**Exercise instructions:**
Find the line containing "display:block; font-size:19px; white-space:nowrap" in the entries below. Restate it and each line after it, word for word, up to and including the line containing "flex:none; width:28px; height:28px;".
((
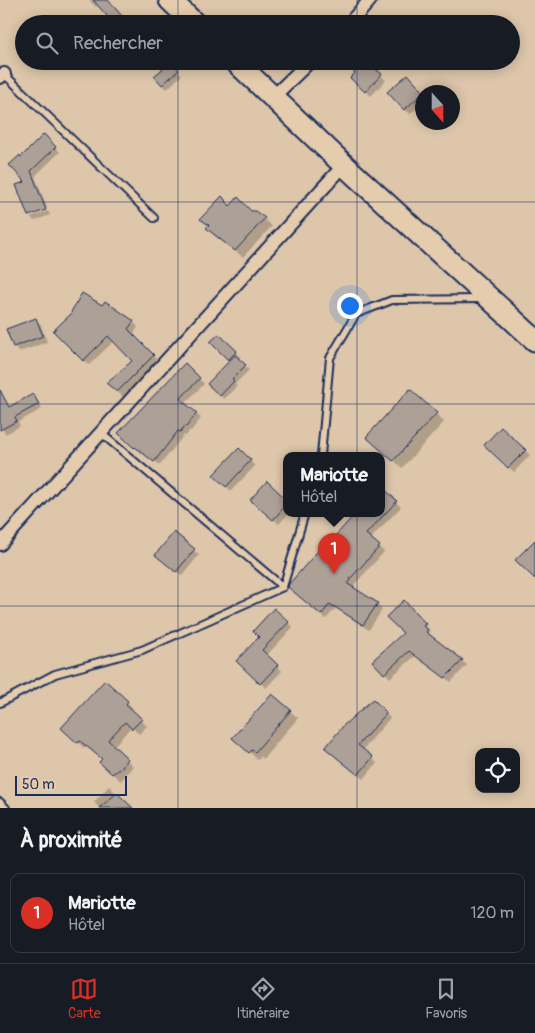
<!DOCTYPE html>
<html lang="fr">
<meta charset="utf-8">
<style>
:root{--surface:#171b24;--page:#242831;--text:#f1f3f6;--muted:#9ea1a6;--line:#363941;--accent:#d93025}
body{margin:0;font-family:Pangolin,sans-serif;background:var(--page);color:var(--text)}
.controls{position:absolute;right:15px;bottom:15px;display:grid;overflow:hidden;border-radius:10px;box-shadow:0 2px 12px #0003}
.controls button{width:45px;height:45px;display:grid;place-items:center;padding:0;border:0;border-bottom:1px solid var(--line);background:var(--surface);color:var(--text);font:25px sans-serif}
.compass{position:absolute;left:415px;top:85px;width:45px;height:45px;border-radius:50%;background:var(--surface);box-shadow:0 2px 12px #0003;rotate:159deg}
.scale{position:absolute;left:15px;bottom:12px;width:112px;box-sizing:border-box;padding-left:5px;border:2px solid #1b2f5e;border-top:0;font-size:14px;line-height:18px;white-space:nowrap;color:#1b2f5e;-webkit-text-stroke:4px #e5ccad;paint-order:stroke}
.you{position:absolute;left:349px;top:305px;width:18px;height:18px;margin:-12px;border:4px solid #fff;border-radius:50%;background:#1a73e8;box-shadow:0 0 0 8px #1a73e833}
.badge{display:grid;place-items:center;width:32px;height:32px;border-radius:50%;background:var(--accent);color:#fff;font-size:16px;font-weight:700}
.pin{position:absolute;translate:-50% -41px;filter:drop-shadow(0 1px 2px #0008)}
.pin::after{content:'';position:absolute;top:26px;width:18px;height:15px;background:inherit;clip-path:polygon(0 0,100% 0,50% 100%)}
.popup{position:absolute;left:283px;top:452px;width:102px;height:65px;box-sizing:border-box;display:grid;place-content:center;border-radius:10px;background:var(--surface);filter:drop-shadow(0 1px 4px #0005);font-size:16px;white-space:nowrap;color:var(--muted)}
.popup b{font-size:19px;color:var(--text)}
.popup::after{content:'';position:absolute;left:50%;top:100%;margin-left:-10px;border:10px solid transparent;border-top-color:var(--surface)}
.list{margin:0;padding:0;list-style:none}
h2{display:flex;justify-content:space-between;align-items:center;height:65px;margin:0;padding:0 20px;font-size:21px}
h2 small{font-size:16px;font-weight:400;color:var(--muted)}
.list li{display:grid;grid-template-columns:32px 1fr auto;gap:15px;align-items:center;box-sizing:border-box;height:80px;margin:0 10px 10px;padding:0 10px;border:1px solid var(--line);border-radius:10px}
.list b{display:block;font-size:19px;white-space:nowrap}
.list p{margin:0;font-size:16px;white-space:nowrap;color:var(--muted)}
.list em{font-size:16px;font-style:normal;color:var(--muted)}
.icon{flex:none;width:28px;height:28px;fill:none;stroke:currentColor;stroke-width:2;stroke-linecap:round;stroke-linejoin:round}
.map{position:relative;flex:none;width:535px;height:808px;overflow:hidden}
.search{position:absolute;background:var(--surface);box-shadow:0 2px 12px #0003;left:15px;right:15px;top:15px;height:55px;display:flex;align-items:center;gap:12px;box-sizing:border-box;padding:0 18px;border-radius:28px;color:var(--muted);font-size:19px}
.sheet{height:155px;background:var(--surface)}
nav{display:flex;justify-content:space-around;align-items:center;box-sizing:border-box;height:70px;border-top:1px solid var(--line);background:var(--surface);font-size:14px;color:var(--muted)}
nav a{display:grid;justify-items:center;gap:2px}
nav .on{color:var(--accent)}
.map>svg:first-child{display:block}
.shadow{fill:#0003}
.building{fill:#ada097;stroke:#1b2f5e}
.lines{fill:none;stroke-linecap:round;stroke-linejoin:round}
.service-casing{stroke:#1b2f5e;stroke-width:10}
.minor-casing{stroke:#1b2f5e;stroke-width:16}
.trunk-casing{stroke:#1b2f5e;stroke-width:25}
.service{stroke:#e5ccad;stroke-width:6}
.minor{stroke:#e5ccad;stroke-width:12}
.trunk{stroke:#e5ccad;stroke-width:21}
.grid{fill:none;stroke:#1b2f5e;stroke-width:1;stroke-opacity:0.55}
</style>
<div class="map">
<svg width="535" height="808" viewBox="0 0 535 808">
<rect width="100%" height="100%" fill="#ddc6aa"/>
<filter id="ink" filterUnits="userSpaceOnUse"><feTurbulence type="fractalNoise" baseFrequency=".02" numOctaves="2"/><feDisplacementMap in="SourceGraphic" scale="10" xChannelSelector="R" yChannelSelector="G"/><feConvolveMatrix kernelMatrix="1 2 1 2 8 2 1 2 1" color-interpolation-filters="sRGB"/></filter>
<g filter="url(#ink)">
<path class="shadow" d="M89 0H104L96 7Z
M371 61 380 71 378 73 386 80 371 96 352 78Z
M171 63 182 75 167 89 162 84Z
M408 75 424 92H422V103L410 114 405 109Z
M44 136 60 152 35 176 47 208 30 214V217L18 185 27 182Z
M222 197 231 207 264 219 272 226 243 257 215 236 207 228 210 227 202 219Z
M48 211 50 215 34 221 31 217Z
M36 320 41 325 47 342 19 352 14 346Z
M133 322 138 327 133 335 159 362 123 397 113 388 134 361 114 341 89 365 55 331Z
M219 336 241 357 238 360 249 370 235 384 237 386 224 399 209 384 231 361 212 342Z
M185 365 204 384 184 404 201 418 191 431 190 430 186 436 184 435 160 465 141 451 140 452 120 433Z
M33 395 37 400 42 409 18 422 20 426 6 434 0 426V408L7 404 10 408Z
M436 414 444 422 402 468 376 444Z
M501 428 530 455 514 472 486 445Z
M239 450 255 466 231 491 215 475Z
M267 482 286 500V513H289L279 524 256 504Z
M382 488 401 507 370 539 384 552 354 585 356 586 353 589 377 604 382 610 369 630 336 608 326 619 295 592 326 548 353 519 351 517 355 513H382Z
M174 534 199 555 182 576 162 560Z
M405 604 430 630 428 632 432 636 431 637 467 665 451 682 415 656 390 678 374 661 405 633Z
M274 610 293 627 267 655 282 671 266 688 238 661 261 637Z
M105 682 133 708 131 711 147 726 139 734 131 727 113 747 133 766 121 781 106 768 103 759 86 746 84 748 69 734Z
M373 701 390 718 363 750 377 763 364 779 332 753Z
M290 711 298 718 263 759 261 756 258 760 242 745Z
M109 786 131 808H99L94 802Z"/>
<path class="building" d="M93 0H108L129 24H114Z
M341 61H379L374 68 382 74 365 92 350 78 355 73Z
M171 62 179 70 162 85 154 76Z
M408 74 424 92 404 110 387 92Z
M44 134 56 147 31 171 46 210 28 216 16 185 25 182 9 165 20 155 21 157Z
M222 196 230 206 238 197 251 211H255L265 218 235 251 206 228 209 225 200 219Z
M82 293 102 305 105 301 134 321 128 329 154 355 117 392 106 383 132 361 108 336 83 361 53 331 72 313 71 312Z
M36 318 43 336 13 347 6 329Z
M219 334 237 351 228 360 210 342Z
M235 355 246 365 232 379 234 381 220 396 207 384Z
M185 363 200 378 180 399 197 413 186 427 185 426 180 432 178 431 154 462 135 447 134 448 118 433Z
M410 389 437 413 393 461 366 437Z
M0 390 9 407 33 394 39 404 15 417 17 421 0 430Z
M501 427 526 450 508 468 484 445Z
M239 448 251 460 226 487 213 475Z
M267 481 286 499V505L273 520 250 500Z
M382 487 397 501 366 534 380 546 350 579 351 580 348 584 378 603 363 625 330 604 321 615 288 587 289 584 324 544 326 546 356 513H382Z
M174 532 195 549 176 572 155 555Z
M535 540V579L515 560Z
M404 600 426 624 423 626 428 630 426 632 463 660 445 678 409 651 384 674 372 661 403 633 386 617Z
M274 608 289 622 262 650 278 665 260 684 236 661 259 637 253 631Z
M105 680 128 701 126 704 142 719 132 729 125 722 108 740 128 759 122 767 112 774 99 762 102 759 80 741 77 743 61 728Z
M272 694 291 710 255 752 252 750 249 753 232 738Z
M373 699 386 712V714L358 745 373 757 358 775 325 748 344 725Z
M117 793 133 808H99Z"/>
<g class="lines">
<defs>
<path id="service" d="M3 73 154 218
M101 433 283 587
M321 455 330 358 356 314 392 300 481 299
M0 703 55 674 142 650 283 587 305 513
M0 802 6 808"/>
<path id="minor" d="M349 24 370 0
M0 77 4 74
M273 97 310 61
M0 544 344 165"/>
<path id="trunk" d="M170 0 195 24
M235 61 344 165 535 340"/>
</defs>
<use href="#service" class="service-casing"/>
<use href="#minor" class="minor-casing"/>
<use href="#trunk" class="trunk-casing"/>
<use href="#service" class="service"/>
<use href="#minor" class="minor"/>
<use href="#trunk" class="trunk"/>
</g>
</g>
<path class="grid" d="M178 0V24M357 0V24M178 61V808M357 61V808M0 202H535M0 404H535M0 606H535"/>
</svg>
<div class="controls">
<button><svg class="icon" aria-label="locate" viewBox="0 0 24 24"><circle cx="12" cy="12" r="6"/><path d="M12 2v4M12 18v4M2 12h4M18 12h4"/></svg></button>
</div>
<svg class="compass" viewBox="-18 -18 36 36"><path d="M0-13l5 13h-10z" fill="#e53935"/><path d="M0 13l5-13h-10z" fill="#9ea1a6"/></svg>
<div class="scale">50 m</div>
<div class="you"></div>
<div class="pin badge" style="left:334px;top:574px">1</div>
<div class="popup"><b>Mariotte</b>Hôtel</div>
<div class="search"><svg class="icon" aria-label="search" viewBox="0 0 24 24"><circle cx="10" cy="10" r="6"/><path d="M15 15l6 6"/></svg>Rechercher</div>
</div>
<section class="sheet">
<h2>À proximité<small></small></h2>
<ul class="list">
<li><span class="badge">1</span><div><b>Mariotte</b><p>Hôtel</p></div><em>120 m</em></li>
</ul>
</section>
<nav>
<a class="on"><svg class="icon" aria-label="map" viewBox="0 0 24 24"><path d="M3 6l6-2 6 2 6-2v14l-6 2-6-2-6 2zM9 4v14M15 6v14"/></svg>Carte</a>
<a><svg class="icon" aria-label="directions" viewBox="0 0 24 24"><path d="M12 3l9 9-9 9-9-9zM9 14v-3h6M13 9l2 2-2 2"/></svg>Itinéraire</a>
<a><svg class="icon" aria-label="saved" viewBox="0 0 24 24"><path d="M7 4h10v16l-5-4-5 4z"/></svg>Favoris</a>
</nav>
))
((
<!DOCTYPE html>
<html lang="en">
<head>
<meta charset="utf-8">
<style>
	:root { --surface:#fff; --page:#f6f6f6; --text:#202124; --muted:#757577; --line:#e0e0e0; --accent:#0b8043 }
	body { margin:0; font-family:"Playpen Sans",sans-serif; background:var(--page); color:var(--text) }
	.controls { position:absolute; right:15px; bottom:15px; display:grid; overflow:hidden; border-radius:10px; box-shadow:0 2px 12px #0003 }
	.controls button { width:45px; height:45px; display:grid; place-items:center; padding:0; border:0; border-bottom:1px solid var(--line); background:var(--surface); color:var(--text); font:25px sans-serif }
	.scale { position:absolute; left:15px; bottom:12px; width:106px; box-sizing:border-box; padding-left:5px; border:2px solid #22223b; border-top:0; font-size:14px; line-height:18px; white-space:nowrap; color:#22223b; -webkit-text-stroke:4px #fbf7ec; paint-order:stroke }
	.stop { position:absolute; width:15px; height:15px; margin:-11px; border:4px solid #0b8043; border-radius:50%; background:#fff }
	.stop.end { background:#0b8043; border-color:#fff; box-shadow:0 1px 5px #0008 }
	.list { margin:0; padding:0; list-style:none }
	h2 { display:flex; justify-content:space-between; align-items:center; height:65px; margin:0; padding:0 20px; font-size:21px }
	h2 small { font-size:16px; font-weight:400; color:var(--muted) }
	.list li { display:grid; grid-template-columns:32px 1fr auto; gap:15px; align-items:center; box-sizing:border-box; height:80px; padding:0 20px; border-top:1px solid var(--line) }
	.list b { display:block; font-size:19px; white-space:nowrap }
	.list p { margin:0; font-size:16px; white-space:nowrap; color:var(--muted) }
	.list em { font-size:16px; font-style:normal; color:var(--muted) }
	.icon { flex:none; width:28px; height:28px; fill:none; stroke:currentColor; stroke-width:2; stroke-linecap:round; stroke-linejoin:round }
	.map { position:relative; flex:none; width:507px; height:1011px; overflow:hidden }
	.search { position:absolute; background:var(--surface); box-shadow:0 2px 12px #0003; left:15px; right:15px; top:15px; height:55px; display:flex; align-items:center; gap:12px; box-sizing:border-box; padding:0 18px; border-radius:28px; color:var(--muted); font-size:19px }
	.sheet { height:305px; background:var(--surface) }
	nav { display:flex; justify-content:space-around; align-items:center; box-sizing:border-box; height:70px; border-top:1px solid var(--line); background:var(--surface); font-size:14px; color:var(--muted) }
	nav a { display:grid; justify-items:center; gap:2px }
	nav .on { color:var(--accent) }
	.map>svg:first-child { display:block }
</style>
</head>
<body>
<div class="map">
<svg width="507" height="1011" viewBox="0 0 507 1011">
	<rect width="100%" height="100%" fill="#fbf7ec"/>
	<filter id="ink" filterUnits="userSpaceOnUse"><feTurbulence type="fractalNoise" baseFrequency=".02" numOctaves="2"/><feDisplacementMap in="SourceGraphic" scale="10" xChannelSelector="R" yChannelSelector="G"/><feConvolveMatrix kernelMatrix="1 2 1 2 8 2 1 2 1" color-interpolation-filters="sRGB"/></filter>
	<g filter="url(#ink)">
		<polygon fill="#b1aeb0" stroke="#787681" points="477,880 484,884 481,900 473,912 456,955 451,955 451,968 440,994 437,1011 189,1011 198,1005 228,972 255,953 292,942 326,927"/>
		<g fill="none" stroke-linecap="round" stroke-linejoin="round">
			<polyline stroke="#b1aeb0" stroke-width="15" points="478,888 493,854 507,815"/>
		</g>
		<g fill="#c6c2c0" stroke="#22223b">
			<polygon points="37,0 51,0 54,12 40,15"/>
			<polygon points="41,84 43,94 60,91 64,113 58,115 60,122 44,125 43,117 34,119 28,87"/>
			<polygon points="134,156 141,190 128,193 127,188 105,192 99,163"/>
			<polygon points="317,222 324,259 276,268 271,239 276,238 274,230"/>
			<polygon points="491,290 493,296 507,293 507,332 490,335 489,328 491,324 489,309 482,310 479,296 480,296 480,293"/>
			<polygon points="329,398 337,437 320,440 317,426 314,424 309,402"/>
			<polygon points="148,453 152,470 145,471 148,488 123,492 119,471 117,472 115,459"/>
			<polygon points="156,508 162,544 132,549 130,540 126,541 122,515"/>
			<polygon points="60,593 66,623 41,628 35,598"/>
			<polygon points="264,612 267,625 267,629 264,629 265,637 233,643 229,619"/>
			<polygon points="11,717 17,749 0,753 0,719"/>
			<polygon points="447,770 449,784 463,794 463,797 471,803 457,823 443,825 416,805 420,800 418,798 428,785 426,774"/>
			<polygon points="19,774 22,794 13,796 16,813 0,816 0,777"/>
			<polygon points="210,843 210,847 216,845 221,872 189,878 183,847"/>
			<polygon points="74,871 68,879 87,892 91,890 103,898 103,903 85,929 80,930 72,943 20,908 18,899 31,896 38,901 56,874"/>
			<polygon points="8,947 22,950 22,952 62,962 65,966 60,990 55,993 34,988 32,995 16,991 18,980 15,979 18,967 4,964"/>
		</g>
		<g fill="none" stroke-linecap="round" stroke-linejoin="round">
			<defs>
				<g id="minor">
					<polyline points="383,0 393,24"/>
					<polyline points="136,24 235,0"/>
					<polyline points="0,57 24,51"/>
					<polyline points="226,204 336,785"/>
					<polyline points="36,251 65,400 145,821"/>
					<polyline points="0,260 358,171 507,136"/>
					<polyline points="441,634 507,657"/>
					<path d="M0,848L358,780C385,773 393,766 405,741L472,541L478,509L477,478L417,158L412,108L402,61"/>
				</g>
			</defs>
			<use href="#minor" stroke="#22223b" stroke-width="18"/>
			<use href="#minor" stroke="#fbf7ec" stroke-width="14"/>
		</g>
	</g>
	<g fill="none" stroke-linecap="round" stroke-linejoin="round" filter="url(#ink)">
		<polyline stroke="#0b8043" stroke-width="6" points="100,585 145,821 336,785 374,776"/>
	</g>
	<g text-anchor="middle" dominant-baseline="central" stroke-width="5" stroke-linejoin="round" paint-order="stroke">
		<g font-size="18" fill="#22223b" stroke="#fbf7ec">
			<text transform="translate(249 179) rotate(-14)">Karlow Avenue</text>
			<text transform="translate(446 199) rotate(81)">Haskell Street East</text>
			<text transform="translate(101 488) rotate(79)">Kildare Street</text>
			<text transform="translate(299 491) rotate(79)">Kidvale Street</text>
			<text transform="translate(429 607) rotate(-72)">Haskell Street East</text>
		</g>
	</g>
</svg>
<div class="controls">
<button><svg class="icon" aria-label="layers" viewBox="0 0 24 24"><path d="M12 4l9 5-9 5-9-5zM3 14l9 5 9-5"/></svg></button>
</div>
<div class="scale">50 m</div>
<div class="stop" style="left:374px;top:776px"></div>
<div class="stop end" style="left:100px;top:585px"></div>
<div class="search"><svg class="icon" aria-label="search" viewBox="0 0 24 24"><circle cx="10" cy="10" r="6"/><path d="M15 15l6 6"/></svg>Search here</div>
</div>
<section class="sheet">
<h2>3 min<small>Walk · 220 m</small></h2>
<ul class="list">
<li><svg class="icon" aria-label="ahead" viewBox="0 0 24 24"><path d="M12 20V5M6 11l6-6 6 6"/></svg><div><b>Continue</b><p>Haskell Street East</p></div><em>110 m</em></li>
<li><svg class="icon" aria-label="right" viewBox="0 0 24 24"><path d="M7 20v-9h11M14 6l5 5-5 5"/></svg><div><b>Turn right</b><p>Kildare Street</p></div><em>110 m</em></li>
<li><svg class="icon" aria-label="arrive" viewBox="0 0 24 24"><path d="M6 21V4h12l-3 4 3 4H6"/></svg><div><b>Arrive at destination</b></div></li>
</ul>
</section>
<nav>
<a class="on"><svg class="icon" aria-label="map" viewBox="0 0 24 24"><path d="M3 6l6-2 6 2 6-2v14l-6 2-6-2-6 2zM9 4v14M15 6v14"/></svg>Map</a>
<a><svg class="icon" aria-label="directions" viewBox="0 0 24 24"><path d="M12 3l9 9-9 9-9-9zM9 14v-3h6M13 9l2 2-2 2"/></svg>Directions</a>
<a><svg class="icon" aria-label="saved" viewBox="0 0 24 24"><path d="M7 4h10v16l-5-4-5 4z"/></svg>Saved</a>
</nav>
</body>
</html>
))
**Written solution:**
	.list b { display:block; font-size:19px; white-space:nowrap }
	.list p { margin:0; font-size:16px; white-space:nowrap; color:var(--muted) }
	.list em { font-size:16px; font-style:normal; color:var(--muted) }
	.icon { flex:none; width:28px; height:28px; fill:none; stroke:currentColor; stroke-width:2; stroke-linecap:round; stroke-linejoin:round }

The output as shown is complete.